Transport of plant biomass breakdown products, free sugars and small oligosaccharides, into the cell is critical for utilization of these recalcitrant carbon sources [37,38]. We analyzed all strains in our genomic dataset for ABC sugar transporter genes (Figs 2, S3, and S5 and S1 Dataset). The cellobiose binding and permease proteins cebE, cebF, and cebG as well as the MsiK ATPase were conserved across all strains in clades I–III and nearly all strains in the genus. Similarly, xylose, N-acetylglucosamine, and multiple-sugar transporters were conserved across most of the genus (S5 Fig). Together, the genomic analyses show variability of the plant biomass deconstructing enzymes across the genus and high conservation of the transporters. Thus, the ability to rapidly deconstruct crystalline cellulose and hemicellulose is not widespread in the Streptomyces, whereas utilization of their breakdown products is common to the genus and likely a major carbon source for free-living strains. These “free-living” strains live in complex multi-species communities, where they could cooperate with others microbes to deconstruct plant biomass, or they might specialize in competing for the breakdown products released by the cellulolytic enzymes produced by other microbes.
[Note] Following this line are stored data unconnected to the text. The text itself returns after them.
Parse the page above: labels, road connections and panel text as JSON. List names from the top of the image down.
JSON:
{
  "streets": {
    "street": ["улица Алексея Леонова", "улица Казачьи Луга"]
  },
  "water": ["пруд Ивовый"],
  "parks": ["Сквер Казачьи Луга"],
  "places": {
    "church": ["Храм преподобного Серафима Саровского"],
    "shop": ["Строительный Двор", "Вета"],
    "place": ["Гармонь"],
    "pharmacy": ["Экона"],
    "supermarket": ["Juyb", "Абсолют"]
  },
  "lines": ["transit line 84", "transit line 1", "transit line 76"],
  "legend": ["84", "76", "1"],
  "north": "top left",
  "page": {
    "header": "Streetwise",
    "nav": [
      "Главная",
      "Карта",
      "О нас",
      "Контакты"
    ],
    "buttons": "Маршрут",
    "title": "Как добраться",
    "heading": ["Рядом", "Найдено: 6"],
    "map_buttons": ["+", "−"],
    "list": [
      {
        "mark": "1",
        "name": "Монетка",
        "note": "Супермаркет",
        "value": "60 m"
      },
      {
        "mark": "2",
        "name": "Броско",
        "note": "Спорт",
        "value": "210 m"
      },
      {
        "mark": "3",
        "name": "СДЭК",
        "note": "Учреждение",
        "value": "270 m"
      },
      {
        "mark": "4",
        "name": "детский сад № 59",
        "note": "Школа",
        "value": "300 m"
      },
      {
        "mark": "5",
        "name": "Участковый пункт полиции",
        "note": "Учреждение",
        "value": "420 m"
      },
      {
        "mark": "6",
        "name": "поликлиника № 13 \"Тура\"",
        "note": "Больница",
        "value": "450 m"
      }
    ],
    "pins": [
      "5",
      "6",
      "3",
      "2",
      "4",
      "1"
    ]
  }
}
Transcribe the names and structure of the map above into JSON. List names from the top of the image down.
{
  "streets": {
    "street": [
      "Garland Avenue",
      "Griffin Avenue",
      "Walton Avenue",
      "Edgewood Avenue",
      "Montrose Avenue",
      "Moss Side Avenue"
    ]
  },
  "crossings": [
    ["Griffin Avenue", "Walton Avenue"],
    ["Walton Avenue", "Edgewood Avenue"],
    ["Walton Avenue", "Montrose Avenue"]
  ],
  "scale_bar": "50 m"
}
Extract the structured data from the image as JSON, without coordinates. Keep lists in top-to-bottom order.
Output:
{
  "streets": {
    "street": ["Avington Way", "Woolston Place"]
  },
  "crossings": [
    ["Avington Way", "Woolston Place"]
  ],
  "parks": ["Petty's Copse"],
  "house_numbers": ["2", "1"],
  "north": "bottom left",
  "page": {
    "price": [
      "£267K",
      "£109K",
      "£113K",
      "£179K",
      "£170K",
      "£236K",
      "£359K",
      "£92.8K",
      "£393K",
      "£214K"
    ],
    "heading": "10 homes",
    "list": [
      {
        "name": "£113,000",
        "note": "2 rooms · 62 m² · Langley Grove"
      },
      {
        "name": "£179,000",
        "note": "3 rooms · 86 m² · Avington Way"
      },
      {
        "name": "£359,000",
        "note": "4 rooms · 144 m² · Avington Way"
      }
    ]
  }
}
Comparative Gene Expression Analysis
RNA-seq analysis of seven Streptomyces from clades I, II, and III (Fig 2, red labels) identified a dramatic disparity in differential gene expression between cellulolytic and non-cellulolytic strains when grown with plant biomass or glucose as the carbon source (S2 Dataset). When grown on AFEX corn stover, the cellulolytic strains SirexAA-E, DpondAA-B6, ATexAB-D23, and LaPpAH-95 induced 23, 16, 49, and 39 genes greater than 4-fold, respectively (Fig 3a), while the clade II strains Streptomyces griseus and ScaeMP-e83 induced only two and seven genes greater than 4-fold, respectively, compared to growth on glucose (Fig 3b). CAZy genes represented a large percentage of the highly induced genes in cellulolytic strains (22%–48%), while S. griseus and ScaeMP-e83 did not induce any CAZy genes greater than 4-fold. When we consider the genes significantly upregulated 2-fold or greater, these patterns are similar. DpondAA-B6, SirexAA-E, ATexAB-D23, and LaPpAH-95 induced nine, 12, 15, and 32 CAZy genes, respectively, including at least six cellulases and two xylanases (S3 Table, S2 Dataset). S. griseus and ScaeMP-e83 upregulated four and 12 CAZy genes, respectively, greater than 2-fold, including only one cellulase gene, coding for a GH6, and no xylanase genes. Additionally, all strains induced ABC transporter genes, including the cellooligosaccharide sugar binding protein, cebE, indicating that all the strains had the capability to uptake cellulose breakdown products (S3 Table, S2 Dataset). Finally, all strains, except DpondAA-B6, induced expression of multiple transcriptional regulators greater than 2-fold when grown on AFEX corn stover (S3 Table, S2 Dataset).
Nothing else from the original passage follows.